Os contratos futuros de milho apresentaram comportamento misto nesta quinta-feira (9), refletindo fatores distintos entre o mercado interno e o internacional. Segundo a TF Agroeconômica, a valorização do dólar frente ao real sustentou parte das cotações na B3, enquanto em Chicago o cereal recuou diante da ausência do relatório mensal de oferta e demanda (WASDE), tradicionalmente divulgado pelo USDA.

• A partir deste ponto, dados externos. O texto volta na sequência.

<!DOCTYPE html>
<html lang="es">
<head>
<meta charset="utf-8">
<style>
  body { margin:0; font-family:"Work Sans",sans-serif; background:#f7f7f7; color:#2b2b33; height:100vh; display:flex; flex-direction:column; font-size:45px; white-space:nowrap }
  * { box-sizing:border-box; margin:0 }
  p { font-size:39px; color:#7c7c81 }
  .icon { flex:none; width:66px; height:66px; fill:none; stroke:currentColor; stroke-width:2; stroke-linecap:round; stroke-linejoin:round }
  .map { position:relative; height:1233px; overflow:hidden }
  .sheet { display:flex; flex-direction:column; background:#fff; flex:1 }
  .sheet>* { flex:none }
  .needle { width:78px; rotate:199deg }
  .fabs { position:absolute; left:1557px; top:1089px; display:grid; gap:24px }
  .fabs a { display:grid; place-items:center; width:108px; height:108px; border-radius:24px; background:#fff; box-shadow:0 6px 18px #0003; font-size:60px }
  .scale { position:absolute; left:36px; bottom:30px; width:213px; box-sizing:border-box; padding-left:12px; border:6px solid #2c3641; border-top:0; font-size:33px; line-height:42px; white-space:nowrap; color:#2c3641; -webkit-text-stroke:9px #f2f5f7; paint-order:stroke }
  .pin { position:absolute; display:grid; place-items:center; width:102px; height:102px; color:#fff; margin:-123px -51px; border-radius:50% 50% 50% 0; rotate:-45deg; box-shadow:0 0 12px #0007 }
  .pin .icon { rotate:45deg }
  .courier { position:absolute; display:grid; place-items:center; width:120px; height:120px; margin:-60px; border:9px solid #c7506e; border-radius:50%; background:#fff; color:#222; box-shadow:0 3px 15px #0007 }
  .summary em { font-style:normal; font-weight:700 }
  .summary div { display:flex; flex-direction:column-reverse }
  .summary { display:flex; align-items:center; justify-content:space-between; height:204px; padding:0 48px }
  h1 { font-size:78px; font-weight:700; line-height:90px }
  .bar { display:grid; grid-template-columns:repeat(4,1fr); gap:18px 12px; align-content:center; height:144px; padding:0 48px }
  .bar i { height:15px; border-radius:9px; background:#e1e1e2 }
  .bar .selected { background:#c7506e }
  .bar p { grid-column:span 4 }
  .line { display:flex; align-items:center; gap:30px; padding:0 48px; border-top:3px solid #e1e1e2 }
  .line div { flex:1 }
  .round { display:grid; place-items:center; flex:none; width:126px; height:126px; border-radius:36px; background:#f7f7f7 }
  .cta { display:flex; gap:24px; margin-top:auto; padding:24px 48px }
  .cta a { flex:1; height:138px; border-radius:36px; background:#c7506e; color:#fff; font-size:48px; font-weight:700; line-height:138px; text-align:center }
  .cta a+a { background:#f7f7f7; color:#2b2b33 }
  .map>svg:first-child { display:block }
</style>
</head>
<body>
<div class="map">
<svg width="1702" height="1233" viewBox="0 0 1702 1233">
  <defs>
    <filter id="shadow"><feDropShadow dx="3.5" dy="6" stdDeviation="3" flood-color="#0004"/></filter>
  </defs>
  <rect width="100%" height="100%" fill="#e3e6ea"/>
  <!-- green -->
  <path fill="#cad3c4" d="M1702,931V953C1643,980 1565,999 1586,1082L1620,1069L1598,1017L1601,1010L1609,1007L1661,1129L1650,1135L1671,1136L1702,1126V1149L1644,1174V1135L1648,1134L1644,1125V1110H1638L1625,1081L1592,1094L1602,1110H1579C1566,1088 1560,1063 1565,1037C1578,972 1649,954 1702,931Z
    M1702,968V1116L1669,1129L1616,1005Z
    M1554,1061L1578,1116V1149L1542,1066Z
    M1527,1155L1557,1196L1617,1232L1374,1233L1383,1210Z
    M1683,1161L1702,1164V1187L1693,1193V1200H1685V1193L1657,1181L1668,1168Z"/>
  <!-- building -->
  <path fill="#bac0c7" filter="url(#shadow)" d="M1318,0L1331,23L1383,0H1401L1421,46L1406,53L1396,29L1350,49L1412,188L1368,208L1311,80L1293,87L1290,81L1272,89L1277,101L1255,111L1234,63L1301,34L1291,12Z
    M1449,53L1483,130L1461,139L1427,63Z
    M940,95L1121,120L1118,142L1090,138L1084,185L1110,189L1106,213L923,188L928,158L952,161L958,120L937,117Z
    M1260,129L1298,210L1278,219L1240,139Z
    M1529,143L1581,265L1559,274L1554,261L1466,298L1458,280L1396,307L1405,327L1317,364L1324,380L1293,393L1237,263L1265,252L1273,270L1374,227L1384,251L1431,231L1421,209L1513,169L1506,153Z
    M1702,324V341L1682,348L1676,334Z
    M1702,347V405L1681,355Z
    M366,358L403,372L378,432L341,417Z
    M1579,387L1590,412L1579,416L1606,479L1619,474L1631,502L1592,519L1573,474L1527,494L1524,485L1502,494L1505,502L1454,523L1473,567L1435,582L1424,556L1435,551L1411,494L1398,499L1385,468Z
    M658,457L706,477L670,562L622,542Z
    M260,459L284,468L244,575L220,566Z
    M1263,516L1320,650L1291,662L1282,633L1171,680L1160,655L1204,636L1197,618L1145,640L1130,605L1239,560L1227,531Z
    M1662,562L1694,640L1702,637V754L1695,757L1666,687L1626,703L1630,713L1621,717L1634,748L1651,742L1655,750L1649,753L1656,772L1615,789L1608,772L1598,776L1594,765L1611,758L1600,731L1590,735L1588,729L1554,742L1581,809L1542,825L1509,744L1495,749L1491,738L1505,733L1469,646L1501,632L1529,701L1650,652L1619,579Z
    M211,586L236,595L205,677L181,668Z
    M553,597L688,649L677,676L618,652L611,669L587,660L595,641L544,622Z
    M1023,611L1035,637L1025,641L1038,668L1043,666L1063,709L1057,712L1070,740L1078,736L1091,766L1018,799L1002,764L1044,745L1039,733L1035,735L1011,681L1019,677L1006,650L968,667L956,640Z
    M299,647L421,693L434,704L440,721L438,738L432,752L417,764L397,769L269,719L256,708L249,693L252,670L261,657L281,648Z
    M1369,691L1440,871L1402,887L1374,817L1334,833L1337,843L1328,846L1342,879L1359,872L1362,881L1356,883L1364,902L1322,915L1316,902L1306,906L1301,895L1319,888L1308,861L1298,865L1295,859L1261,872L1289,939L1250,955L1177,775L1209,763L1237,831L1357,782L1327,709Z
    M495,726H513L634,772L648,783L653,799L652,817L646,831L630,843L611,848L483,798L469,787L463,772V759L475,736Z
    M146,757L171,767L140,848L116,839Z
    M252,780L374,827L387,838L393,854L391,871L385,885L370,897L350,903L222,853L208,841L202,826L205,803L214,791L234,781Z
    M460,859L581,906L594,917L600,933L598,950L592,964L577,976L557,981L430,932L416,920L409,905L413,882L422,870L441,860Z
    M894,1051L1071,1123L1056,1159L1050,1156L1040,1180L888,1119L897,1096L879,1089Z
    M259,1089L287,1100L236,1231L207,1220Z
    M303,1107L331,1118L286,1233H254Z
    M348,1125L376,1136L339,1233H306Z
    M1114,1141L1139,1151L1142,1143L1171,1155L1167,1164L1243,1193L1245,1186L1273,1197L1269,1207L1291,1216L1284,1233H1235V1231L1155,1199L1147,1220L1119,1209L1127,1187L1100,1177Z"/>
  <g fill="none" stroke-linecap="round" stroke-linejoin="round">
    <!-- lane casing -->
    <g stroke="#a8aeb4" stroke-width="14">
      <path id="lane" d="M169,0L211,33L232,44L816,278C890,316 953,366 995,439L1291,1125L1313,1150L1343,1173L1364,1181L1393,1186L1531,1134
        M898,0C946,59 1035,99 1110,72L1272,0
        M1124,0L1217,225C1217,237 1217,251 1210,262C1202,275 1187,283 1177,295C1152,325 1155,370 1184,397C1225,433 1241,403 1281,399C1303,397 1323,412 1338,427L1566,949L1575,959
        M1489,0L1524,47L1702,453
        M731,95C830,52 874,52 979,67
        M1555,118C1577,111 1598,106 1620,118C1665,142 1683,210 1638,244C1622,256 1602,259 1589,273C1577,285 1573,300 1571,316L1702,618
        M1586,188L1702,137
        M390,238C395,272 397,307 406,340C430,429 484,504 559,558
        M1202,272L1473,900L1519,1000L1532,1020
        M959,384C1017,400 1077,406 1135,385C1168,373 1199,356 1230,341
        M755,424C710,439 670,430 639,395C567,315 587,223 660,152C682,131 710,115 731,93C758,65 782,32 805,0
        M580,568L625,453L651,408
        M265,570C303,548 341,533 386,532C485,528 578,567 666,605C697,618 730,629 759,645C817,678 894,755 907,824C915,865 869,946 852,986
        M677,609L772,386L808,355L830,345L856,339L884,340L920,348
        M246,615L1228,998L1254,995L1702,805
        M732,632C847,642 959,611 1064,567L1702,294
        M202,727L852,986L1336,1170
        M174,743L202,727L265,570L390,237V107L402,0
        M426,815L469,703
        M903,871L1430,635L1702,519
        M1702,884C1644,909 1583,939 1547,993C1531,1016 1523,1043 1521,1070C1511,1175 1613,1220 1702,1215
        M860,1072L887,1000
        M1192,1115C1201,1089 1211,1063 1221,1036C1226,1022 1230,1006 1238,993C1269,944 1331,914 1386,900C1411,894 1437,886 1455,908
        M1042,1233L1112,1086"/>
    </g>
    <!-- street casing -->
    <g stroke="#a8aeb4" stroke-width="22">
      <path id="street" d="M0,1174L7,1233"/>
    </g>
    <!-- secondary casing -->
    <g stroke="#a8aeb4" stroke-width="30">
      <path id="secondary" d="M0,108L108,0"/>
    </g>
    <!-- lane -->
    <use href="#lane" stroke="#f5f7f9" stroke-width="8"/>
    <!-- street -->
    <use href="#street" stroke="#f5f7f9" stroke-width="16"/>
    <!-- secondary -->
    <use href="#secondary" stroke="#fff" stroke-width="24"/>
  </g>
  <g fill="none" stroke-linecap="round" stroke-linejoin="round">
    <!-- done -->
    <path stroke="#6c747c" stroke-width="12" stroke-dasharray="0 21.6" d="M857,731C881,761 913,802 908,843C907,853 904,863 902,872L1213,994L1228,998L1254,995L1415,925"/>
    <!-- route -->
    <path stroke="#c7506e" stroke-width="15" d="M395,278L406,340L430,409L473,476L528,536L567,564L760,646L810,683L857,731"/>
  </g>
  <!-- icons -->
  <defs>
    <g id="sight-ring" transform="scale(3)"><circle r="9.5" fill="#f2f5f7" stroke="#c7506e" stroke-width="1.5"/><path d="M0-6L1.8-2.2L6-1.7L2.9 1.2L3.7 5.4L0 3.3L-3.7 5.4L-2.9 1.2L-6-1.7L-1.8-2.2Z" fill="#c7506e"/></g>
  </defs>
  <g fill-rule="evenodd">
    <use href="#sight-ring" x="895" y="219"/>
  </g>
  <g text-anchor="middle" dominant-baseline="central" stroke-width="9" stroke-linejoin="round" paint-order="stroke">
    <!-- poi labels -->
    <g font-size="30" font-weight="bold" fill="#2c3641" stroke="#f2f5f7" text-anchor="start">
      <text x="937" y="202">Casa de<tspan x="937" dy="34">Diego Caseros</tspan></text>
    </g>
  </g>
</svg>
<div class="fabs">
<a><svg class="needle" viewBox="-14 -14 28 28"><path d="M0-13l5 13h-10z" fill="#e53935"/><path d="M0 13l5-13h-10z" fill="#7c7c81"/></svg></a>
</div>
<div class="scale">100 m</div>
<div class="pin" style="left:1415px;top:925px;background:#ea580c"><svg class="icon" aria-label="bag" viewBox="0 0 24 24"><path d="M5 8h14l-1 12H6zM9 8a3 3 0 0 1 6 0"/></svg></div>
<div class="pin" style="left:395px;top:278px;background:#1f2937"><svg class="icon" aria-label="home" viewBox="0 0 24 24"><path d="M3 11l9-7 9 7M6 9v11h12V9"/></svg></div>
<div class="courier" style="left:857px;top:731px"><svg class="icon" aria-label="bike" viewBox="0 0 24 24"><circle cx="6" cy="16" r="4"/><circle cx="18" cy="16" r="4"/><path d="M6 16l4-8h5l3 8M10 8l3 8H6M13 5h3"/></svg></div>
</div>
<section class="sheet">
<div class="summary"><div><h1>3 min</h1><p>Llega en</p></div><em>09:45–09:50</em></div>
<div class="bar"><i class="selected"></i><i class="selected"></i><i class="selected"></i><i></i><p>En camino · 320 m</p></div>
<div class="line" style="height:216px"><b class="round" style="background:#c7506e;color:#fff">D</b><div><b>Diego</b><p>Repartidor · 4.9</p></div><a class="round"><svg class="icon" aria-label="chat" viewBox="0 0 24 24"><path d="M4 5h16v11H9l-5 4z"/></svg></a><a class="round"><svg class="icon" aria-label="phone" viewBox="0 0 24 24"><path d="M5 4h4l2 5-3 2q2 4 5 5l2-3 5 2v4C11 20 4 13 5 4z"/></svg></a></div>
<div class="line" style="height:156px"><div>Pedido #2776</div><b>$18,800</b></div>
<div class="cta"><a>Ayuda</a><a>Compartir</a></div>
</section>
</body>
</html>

No mercado brasileiro, o milho acompanhou a alta da moeda americana e o ritmo da comercialização interna, especialmente voltada às indústrias de etanol nas regiões Centro e Norte, o que deu sustentação aos preços. Já no Sul do país, as vendas seguem lentas, com a demanda concentrada na alimentação animal. Diante desse cenário, o contrato de novembro/25 encerrou o dia em R$ 67,24, com alta de R$ 0,64 no dia e de R$ 1,53 na semana. O janeiro/26 subiu para R$ 69,43, avanço de R$ 0,64 no dia e de R$ 1,15 na semana, enquanto março/26 fechou a R$ 71,95, alta de R$ 0,43 no dia e de R$ 0,95 na semana.

Em Chicago, os futuros do cereal voltaram a cair. O contrato de dezembro recuou 0,95%, fechando a US$ 418,25 por bushel, e o de março perdeu 0,86%, a US$ 434,00. As cotações refletiram o comportamento técnico de vendas, em meio à ausência do WASDE, que costuma balizar o mercado. De acordo com o analista americano Ben Potter, o movimento de queda ocorreu exatamente no horário em que o relatório deveria ter sido divulgado, levantando questionamentos sobre o impacto da falta de dados oficiais.

No cenário global, a China manteve a estimativa de produção de milho em 296,6 milhões de toneladas, mas reduziu suas exportações projetadas de 7 para 6 milhões de toneladas. O governo chinês tem adotado políticas de incentivo à autossuficiência, flexibilizando regras internas para ampliar a produção e reduzir a dependência externa do grão.